# ASSIGNMENT:
Copy exactly every line below, from the first through the one that contains "0 3.5px,transparent 0", and skip all pictures.

# DATA UNDER STUDY:

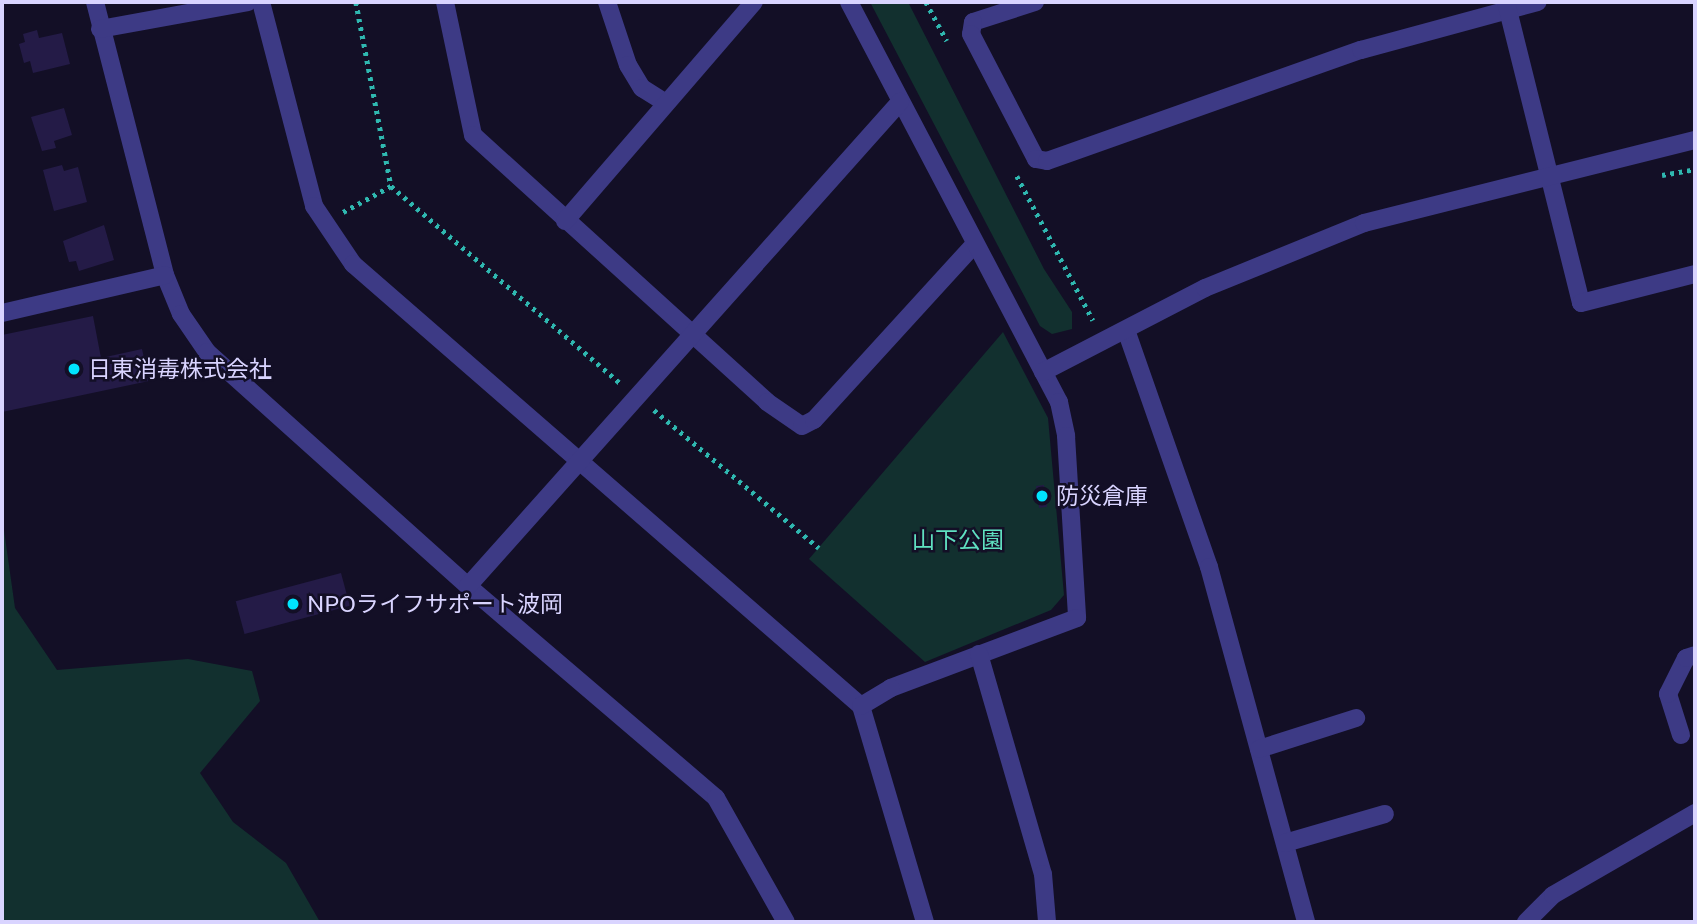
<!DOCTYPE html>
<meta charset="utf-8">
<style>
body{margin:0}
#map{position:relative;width:1697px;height:924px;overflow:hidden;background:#130f26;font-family:"Public Sans","Noto Sans JP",sans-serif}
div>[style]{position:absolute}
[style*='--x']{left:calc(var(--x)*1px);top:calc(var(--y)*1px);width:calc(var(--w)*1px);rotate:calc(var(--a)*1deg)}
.green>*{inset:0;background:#12302f}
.building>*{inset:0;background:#241b47;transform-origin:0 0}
.path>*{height:4.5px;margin-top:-2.25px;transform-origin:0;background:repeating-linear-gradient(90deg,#2fb8b0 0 3.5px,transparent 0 8.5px)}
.minor>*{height:18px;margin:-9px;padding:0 9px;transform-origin:9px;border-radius:9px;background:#3d3a85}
.dots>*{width:19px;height:19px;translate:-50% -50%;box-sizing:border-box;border:4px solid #130f26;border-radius:50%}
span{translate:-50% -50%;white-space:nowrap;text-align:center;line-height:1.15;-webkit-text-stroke:5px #130f26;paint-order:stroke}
.poi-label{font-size:23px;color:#d9d4ff}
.left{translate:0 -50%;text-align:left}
.park-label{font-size:23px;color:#5fe0c0}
.frame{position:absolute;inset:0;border:4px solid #d9d4ff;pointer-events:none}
</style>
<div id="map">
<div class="green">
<div style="clip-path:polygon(870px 2px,908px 2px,1044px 269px,1072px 312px,1072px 329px,1052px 334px,1040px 326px)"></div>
<div style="clip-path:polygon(1003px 332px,1048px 418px,1064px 595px,1051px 610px,925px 662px,809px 559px)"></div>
<div style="clip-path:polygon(2px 516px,15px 608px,57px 670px,188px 659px,252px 671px,260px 701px,200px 773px,233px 822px,286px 863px,320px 922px,2px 922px)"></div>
</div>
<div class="building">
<div style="clip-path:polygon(37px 30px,39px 38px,62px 33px,70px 64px,33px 73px,30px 61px,24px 63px,19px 44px,25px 42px,23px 34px)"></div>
<div style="clip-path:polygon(64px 108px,72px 135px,54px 141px,56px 148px,42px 151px,31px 117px)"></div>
<div style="clip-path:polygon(62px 165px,64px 171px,78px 167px,87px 202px,54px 211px,43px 170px)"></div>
<div style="clip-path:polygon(104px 225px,114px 260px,79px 271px,76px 261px,69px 262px,63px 241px)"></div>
<div style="clip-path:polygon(93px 316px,101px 358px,142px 349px,149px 381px,2px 412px,2px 335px)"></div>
<div style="left:1044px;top:485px;width:22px;height:8px;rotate:82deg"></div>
<div style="left:341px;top:573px;width:34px;height:109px;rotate:75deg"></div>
</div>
<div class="path">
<div style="--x:356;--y:2;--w:187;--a:79.2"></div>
<div style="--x:391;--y:186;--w:302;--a:40.7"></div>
<div style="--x:926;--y:2;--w:44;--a:61.7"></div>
<div style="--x:1662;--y:175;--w:34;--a:-10"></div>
<div style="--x:1017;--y:176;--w:163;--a:62.2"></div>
<div style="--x:343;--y:212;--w:55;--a:-28.4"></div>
<div style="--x:654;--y:410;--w:215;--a:39.9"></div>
</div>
<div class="minor">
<div style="--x:95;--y:2;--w:282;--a:75.6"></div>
<div style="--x:165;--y:275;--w:42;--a:67.7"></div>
<div style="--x:181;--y:314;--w:46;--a:55.6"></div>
<div style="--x:207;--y:352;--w:351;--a:41.9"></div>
<div style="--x:468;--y:586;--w:326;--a:40.5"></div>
<div style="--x:716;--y:798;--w:142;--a:60.6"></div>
<div style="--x:261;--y:2;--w:211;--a:75.4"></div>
<div style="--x:314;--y:206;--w:70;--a:56.1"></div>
<div style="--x:353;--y:264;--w:673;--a:41.03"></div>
<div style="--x:861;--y:706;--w:225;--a:73.5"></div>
<div style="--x:445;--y:2;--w:136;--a:78.1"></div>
<div style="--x:473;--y:135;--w:397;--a:42.2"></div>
<div style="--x:767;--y:402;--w:42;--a:34.4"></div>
<div style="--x:802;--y:426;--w:13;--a:-27"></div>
<div style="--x:814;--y:420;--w:237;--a:-47.6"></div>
<div style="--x:607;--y:2;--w:66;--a:71.6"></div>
<div style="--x:628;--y:65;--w:27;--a:59"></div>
<div style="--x:642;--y:88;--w:26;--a:32"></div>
<div style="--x:849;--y:2;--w:452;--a:62.3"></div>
<div style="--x:1059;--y:402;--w:35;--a:78"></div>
<div style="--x:1066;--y:436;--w:182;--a:86.5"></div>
<div style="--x:1077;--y:618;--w:199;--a:159.4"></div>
<div style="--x:891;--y:688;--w:35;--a:149"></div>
<div style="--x:1035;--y:2;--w:65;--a:162.1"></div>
<div style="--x:973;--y:22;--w:12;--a:99"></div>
<div style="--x:971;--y:34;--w:141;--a:62.5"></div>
<div style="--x:1036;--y:159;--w:11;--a:10"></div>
<div style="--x:1047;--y:161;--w:333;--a:-19.5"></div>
<div style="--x:1361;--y:50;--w:183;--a:-15.2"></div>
<div style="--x:1506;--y:2;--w:310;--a:76"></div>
<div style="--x:1581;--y:303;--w:118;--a:-14.3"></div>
<div style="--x:100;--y:29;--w:150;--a:-10.3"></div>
<div style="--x:565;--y:221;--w:289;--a:-49.2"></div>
<div style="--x:2;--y:313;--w:167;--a:-13.1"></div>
<div style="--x:1126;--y:330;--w:251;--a:70.7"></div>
<div style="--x:1209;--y:567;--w:368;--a:74.7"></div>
<div style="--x:1043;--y:372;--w:182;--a:-27.4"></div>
<div style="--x:1205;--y:288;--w:172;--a:-22.2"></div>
<div style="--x:1364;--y:223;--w:341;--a:-14.1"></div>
<div style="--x:468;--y:586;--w:649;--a:-48.25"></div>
<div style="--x:979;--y:654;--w:229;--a:73.8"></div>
<div style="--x:1043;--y:874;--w:48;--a:85.2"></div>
<div style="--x:1681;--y:735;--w:43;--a:-107.6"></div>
<div style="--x:1668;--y:694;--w:40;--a:-63.4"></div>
<div style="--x:1686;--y:658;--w:9;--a:-18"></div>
<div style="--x:1259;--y:749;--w:102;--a:-17.7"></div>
<div style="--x:1285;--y:843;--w:104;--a:-16.2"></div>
<div style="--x:1526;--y:922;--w:38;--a:-45"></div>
<div style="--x:1553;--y:895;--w:164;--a:-30"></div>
</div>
<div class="dots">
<div style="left:74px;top:369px;background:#00e5ff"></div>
<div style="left:1042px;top:496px;background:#00e5ff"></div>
<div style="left:293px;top:604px;background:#00e5ff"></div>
</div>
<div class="poi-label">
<span class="left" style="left:88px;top:369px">日東消毒株式会社</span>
<span class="left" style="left:1056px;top:496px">防災倉庫</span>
<span class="left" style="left:307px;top:604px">NPOライフサポート波岡</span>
</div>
<div class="park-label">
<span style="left:958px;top:540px">山下公園</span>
</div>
<div class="frame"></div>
</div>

# REPLY TO THE TASK:
<!DOCTYPE html>
<meta charset="utf-8">
<style>
body{margin:0}
#map{position:relative;width:1697px;height:924px;overflow:hidden;background:#130f26;font-family:"Public Sans","Noto Sans JP",sans-serif}
div>[style]{position:absolute}
[style*='--x']{left:calc(var(--x)*1px);top:calc(var(--y)*1px);width:calc(var(--w)*1px);rotate:calc(var(--a)*1deg)}
.green>*{inset:0;background:#12302f}
.building>*{inset:0;background:#241b47;transform-origin:0 0}
.path>*{height:4.5px;margin-top:-2.25px;transform-origin:0;background:repeating-linear-gradient(90deg,#2fb8b0 0 3.5px,transparent 0 8.5px)}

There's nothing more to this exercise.